Friday, 22 May 2026

E is for Embroidery

“Success is not fame or money or the power to bewitch. It is to have created something valuable from your own individuality and skill, a garden, an embroidery, a painting, a cake, a life." Charlotte Gray, Canadian biographer and historian


This sampler is an example of embroidery created to demonstrate skill and proficiency in needlework. 
Tauranga Museum, 0283/84.

This embroidery sampler was created in 1913 by Iris Shead and, according to Tauranga Museum’s receipt book, was donated to the collection in 1972 by Mrs Wapp. When I first came across it, a few questions quickly came to mind: Who was Iris? How old was she when she embroidered the sampler? And where, or what, was Hamont?

Research revealed that Iris was born in Ashburton in 1898 to Amy and Walter Shead. Just a year after her birth, her mother was involved in a shocking railway accident at Rakaia, where four passengers were killed when two excursion trains collided due to excessive speed. Amy was pregnant at the time and sustained serious back injuries, prompting Walter to take a civil case against the Crown. The case was successful and became something of a landmark, leading to improvements in railway safety across New Zealand. Amy received £700 in compensation, and Walter £500, awarded for “the expenses he had been put to by his wife’s illness (he had been forced to hire a housekeeper) and as compensation for the loss of society and companionship.”

The Rakaia Railway Disaster: view of wrecked carriage in which victims were killed. 
Auckland Libraries Heritage Collections AWNS-18990324-04-03

 You may be wondering what any of this has to do with an embroidered sampler. A few months after receiving the payout, the Shead family left New Zealand for Europe. By 1913 Iris, aged 14 or 15, was living in Hamont, Belgium, where she embroidered this sampler.

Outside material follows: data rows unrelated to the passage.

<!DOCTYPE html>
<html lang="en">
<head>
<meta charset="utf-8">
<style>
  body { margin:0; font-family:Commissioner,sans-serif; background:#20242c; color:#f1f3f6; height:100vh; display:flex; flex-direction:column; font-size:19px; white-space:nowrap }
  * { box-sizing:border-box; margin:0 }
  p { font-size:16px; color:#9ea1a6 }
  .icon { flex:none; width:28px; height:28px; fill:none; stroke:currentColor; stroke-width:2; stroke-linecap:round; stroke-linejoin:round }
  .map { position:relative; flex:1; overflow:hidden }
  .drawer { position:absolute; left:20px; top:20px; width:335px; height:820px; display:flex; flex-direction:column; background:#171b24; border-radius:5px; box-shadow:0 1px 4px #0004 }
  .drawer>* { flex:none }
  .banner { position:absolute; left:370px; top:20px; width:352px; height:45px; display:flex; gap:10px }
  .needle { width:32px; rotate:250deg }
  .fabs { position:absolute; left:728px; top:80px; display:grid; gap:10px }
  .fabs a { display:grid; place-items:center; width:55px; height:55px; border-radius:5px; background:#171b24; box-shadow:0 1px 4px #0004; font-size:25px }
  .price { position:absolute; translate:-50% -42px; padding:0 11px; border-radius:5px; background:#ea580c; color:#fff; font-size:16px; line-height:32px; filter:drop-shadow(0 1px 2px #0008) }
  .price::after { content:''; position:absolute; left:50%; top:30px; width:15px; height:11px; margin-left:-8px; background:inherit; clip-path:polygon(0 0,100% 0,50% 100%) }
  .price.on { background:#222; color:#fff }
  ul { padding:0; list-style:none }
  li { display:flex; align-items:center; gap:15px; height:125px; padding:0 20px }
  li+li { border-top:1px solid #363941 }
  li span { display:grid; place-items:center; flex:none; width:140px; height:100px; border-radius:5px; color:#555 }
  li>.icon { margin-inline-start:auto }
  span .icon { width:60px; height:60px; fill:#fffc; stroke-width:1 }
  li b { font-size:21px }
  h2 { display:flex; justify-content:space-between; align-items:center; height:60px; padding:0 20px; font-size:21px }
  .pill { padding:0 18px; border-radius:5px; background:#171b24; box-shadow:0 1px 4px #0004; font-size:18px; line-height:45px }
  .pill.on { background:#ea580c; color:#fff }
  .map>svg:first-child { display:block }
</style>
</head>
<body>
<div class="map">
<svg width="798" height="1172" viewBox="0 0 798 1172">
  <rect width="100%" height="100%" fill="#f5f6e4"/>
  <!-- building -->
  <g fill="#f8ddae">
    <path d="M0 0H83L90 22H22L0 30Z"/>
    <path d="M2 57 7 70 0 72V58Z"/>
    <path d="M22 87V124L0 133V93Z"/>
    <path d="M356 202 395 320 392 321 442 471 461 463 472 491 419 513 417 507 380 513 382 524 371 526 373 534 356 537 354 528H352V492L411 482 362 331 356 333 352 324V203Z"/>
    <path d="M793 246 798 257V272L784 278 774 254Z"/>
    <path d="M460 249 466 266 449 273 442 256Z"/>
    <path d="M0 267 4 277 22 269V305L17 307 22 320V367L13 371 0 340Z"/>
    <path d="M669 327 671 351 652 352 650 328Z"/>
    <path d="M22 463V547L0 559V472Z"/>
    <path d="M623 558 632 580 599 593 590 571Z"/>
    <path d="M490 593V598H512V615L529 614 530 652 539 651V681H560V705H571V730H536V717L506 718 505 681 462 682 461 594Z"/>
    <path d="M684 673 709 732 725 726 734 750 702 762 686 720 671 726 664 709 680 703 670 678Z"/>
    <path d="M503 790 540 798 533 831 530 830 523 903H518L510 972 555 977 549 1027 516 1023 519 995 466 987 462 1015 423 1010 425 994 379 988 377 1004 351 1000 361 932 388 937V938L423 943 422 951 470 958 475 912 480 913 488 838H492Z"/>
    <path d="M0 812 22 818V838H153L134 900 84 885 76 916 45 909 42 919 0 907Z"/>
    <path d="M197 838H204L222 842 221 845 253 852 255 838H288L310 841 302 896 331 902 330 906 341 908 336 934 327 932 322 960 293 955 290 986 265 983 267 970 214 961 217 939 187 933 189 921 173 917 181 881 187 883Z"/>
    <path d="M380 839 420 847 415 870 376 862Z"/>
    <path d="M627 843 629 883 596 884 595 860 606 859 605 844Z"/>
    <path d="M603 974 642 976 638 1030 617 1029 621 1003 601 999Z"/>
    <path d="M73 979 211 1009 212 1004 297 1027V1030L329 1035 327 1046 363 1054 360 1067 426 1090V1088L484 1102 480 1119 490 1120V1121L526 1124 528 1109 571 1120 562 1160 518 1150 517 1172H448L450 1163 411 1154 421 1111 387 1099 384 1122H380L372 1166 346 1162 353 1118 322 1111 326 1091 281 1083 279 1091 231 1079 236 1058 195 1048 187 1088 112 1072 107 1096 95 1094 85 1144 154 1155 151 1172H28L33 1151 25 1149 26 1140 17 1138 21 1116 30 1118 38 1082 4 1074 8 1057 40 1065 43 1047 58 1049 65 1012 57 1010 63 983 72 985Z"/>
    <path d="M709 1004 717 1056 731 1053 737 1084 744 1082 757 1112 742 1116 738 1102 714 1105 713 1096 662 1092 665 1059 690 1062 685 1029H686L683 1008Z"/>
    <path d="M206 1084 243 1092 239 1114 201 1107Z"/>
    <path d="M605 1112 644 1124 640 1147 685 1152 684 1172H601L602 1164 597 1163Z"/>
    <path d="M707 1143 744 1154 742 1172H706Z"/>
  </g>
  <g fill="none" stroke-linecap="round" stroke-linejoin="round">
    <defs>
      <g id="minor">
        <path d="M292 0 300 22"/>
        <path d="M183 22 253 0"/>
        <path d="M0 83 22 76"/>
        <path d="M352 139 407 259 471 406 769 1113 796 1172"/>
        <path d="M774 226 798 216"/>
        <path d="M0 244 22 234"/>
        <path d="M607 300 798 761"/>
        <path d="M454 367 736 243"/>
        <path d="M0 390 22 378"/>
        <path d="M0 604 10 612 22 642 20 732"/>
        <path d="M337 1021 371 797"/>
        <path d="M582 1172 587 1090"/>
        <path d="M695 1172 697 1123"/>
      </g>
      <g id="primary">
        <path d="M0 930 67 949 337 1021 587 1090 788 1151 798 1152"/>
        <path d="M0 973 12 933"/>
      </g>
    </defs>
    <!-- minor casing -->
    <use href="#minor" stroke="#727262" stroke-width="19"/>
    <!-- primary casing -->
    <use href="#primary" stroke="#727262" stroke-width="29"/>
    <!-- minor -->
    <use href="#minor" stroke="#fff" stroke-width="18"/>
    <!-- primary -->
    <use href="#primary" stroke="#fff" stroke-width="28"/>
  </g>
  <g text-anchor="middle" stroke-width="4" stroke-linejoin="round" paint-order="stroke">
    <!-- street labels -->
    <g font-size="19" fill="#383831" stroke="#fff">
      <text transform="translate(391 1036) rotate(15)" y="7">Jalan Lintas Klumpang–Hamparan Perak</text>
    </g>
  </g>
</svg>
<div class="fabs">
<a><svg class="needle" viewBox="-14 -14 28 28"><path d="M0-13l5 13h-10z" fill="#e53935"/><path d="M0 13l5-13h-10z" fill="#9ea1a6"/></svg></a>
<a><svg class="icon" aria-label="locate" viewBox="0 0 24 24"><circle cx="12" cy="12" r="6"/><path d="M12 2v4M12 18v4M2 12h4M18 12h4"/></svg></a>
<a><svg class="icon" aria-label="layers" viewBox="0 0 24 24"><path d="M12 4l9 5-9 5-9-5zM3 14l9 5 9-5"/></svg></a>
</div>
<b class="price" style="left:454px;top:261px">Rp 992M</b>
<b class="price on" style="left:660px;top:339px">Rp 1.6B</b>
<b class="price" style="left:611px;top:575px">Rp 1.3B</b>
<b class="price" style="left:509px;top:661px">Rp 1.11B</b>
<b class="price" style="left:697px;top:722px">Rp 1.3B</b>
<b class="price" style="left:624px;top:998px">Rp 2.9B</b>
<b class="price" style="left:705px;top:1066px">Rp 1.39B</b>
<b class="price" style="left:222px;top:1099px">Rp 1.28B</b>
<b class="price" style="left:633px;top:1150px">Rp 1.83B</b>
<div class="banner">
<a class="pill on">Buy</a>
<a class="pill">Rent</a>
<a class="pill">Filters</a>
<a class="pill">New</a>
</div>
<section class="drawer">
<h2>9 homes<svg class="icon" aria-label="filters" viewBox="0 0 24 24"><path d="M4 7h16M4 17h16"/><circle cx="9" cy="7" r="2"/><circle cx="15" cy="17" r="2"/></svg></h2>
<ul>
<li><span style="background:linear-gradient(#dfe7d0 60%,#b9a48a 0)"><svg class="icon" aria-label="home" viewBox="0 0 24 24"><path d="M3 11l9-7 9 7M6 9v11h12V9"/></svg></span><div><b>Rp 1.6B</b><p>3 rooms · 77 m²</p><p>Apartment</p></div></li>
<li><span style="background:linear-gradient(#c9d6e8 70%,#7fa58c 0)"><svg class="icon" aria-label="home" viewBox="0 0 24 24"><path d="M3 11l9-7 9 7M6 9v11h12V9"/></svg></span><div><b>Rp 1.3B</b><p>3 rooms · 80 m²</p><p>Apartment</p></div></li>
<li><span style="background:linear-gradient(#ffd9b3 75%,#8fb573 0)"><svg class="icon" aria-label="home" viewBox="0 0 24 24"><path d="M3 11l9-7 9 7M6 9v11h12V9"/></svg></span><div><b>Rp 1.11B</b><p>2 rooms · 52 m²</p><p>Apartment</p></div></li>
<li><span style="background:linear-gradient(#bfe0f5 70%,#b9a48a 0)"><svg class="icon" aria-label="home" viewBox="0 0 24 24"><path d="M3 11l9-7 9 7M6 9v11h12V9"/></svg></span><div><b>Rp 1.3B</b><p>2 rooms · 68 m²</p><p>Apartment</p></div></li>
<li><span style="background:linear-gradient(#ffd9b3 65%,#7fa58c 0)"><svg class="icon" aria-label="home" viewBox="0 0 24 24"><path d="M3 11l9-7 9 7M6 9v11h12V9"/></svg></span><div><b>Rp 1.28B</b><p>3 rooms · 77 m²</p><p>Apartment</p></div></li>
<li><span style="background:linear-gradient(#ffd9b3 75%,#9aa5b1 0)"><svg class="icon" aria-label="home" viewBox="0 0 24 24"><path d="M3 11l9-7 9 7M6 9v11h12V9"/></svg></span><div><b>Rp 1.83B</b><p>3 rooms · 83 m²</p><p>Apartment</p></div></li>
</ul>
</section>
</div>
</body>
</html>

In 1920, Iris married Englishman Wilfred Phillips, had a son, and eventually returned to New Zealand. She later divorced Phillips and, in 1927, married Arthur Wapp. Together they would also have a son. Through all these moves and life changes, Iris’s sampler travelled with her. Toward the end of her life, she chose to preserve it by donating it to the museum’s collection. What initially appears to be a modest example of needlework becomes something far more evocative - a stitched record of a young woman’s life shaped by family tragedy, migration, and resilience.